The CDC gave ship operators technical guidelines for the test trips.

• Practice runs will last two to seven days.

• Ships must have enough volunteers to operate at 10% of capacity.

• Enlistees must be 18 or older and fully vaccinated, or free of medical conditions that put them at risk of serious complications from Covid-19.

In case you missed it

In an emotional press conference, Alaska Gov. Mike Dunleavy announced a plan this week to offer state lands to fulfill Native Vietnam War veterans’ promised federal land allotments.

“We are going to take it upon ourselves to right a wrong that the federal government should have dealt with a long time ago,” Dunleavy said in a press conference attended by several Native Vietnam War veterans.

The proposal “offers the chance to fulfill federally promised land allotment with state land near traditional lands.” 

Nearly 2,000 Vietnam War-era veterans or their next of kin are eligible for a federal land allotment.
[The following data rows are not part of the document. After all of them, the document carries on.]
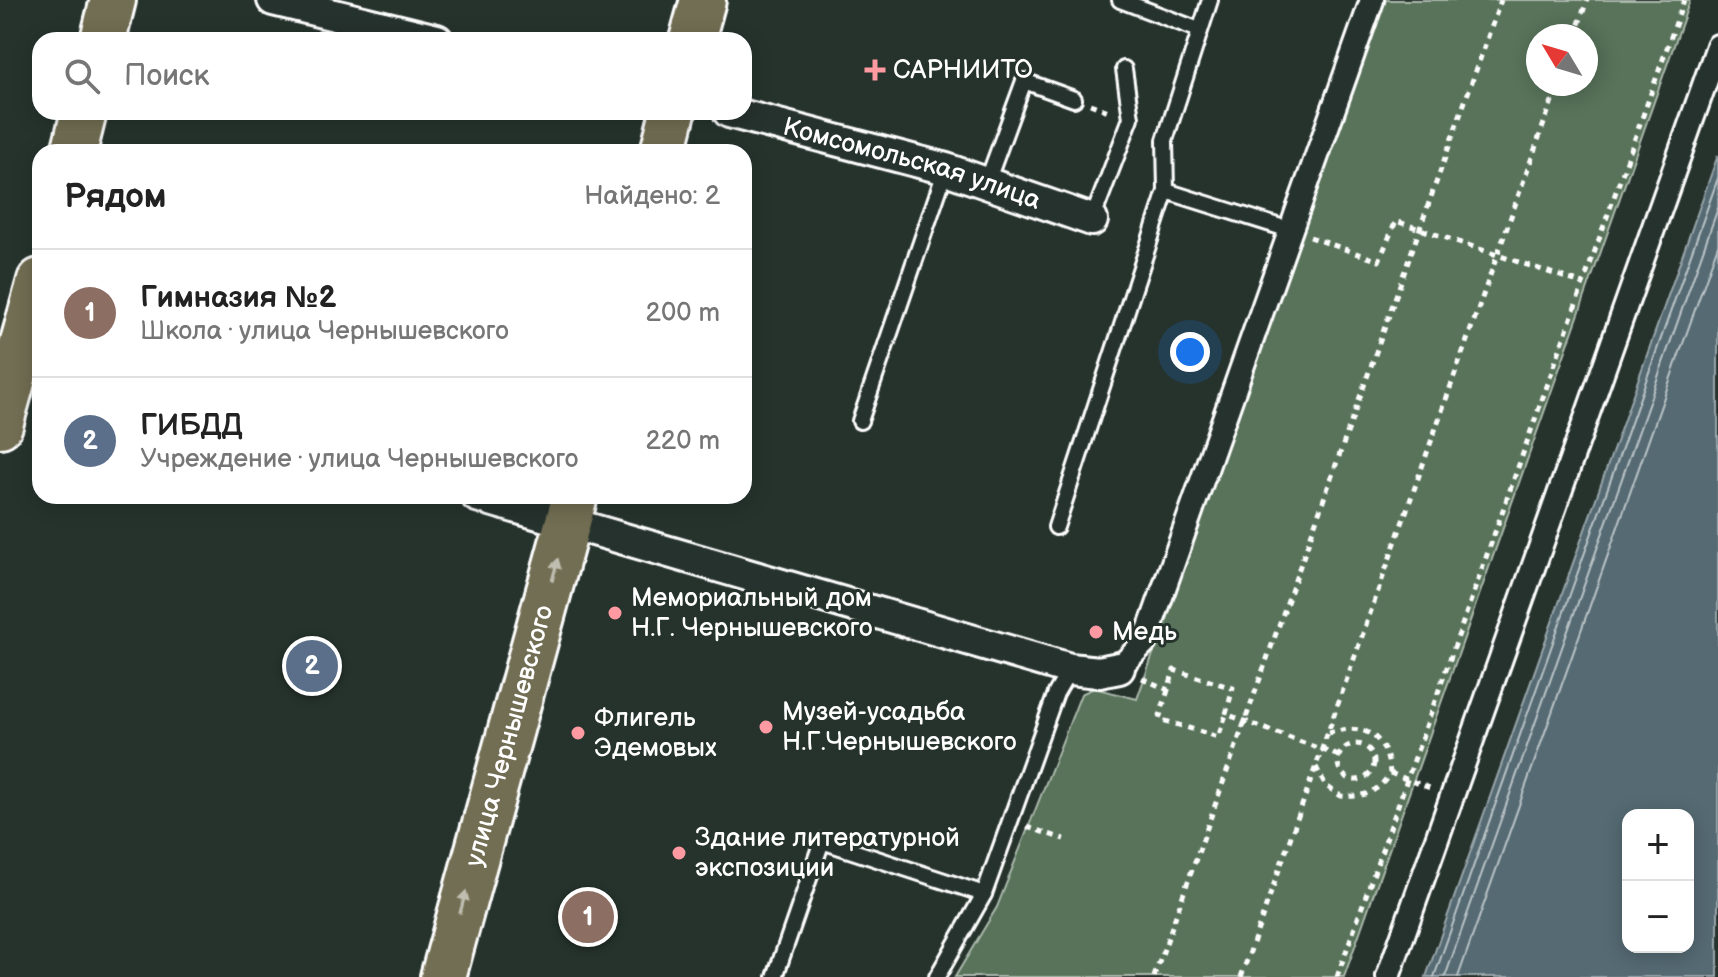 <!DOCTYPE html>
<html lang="ru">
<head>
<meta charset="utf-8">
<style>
  body { margin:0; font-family:"Balsamiq Sans",sans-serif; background:#f6f6f6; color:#222 }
  .controls { position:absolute; right:24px; bottom:24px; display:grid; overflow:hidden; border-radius:16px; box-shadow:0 4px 20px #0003 }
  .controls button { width:72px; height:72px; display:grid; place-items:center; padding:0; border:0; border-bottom:2px solid #e0e0e0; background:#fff; color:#222; font:40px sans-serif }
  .compass { position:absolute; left:1526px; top:24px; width:72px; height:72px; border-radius:50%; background:#fff; box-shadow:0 4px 20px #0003; rotate:308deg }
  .you { position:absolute; left:1190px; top:352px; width:28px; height:28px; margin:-20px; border:6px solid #fff; border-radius:50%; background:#1a73e8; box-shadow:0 0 0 12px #1a73e833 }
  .badge { display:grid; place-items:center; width:52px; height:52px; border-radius:50%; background:#85585c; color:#fff; font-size:26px; font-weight:700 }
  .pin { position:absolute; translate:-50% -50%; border:4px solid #fff; box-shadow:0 2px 8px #0006 }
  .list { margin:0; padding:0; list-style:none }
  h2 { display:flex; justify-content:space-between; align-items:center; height:104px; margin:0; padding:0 32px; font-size:34px }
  h2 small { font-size:26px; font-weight:400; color:#767676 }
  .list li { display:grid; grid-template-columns:52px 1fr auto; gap:24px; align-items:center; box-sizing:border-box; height:128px; padding:0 32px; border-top:2px solid #e0e0e0 }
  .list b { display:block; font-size:30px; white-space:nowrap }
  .list p { margin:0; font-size:26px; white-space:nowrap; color:#767676 }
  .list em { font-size:26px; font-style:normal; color:#767676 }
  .icon { flex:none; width:44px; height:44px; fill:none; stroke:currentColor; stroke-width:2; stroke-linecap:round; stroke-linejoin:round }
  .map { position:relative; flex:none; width:1718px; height:977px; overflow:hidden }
  .search { position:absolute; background:#fff; box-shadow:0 4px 20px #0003; left:32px; top:32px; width:720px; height:88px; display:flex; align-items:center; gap:20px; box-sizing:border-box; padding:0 28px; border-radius:24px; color:#767676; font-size:30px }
  .panel { position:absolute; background:#fff; box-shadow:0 4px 20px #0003; left:32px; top:144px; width:720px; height:360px; border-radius:24px }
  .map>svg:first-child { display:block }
  .green { fill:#58735a; stroke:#acb9ac; stroke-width:2; fill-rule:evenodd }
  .water { fill:#556b73; stroke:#99a6ab; stroke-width:2; fill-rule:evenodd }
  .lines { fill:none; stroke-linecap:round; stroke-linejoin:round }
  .shore { stroke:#bbc4c7; stroke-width:2 }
  .service-casing { stroke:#fff; stroke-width:20 }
  .pedestrian-casing { stroke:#fff; stroke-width:28 }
  .minor-casing { stroke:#fff; stroke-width:36 }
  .primary-casing { stroke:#fff; stroke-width:50 }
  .path { stroke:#fff; stroke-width:5; stroke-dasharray:6 6; stroke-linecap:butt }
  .service { stroke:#26332d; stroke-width:14 }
  .pedestrian { stroke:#26332d; stroke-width:22 }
  .minor { stroke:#26332d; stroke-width:30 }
  .primary { stroke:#726e52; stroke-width:44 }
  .oneway { fill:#c0beb1 }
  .poi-dot { fill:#ff9aa2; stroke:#26332d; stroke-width:3 }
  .labels { text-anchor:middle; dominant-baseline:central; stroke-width:6; stroke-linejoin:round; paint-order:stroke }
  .poi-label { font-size:26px; fill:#fff; stroke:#26332d; text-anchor:start }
  .street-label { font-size:26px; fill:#fff; stroke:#26332d }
</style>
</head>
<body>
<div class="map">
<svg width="1718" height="977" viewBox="0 0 1718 977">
  <rect width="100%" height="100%" fill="#26332d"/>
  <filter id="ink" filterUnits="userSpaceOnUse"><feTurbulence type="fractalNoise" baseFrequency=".0125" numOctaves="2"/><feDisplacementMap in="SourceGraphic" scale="16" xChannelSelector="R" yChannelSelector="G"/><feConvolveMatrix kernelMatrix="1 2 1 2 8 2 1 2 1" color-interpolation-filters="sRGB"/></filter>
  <g filter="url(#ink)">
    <path class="green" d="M1386 0H1690L1344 977H955L997 907 1081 694 1094 688 1137 699ZM1586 36V84H1538V36Z"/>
    <path class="water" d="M1718 155V977H1426ZM1628 815H1688V947H1628Z"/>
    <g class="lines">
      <g class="shore">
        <polyline points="1434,977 1718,178"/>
        <polyline points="1445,977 1718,208"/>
        <polyline points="1458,977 1718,245"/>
      </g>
      <g class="service-casing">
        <g id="service">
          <polyline points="1120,0 1199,30"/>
          <polyline points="987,182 1024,81 1074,99"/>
          <polyline points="1166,191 1290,230"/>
          <polyline points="1092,220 1131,118 1124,69"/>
          <polyline points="860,421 946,169"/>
          <polyline points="1056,527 1166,191 1165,140 1210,0"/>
          <polyline points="775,977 822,841 984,894"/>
          <polyline points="937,977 984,894 1056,693 1070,669"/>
        </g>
      </g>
      <g class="pedestrian-casing">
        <g id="pedestrian">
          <polyline points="1119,668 1145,642 1372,0"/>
          <polyline points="1388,977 1718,46"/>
        </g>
      </g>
      <g class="minor-casing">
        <g id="minor">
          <polyline points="273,0 437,40"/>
          <path id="s1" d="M729 112 946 169 1092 220"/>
          <polyline points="477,496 1070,669 1099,672 1119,668"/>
        </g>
      </g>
      <g class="primary-casing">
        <g id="primary">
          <polyline points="103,40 113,0"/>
          <polyline points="692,40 703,0"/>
          <polyline points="74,152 84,112"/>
          <polyline points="663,152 673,112"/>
          <polyline points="0,425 40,281"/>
          <path id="s2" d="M443 977 575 496"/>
        </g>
      </g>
      <g class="path">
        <polyline points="1575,36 1587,0"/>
        <polyline points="1090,104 1111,112"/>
        <polyline points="1310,237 1379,261 1396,221 1584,284"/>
        <polyline points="1142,678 1168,690 1174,670 1233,688 1226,714 1339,756"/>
        <polyline points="1168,690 1159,719 1218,737 1226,715"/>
        <circle cx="1356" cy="762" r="18"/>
        <path d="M1316 767 1326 786 1341 796C1363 798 1379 792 1390 773 1386 735 1365 722 1329 733"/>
        <polyline points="1390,773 1430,788"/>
        <polyline points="1027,827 1064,839"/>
        <polyline points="1154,977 1501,0"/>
        <polyline points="1241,977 1558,84"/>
        <polyline points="1337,977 1684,0"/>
      </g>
      <use href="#service" class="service"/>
      <use href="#pedestrian" class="pedestrian"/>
      <use href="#minor" class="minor"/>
      <use href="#primary" class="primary"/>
    </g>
    <defs><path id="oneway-solid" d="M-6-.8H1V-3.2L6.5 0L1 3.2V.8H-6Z" transform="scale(2)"/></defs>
    <g class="oneway">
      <use href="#oneway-solid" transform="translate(555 570) rotate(-75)"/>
      <use href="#oneway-solid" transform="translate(463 902) rotate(-75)"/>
    </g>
  </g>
  <g class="poi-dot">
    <path d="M871 58h8v8h8v8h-8v8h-8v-8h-8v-8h8z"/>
    <circle cx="615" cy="613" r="8"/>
    <circle cx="1096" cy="632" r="8"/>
    <circle cx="766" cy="727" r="8"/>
    <circle cx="578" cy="733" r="8"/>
    <circle cx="679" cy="853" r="8"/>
  </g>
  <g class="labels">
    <g class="poi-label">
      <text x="893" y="70">САРНИИТО</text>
      <text x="631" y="598">Мемориальный дом<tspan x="631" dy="30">Н.Г. Чернышевского</tspan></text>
      <text x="1112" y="632">Медь</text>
      <text x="782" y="712">Музей-усадьба<tspan x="782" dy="30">Н.Г.Чернышевского</tspan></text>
      <text x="594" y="718">Флигель<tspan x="594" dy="30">Эдемовых</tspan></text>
      <text x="695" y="838">Здание литературной<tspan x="695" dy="30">экспозиции</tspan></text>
    </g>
    <g class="street-label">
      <text stroke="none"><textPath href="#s1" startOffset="190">Комсомольская улица</textPath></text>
      <text stroke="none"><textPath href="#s2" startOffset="250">улица Чернышевского</textPath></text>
    </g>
  </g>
</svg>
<div class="controls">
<button>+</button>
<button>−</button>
</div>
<svg class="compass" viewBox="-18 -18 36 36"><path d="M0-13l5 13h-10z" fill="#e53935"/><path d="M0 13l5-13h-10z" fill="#767676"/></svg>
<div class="you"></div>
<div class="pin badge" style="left:588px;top:917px;background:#8d6e63">1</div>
<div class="pin badge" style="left:312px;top:666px;background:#5c6f8a">2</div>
<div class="search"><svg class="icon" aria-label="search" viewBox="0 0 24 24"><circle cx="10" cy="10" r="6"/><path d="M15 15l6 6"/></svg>Поиск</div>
<section class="panel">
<h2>Рядом<small>Найдено: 2</small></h2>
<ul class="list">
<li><span class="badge" style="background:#8d6e63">1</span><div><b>Гимназия №2</b><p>Школа · улица Чернышевского</p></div><em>200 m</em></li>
<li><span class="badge" style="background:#5c6f8a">2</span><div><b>ГИБДД</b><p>Учреждение · улица Чернышевского</p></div><em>220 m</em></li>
</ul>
</section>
</div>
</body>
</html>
George Bennett, a Native Vietnam War veteran, spoke at the press conference and touched on his war experiences.

Plans to fulfill the land allotment program, however, are deferred for two years under the Biden administration.

“What the governor and the state of Alaska are proposing today to actually help Alaska Native Vietnam-era veterans stands in stark contrast to the Biden administration’s shameful recent decisions to hurt these deserving Alaska heroes,” U.S. Sen. Dan Sullivan said.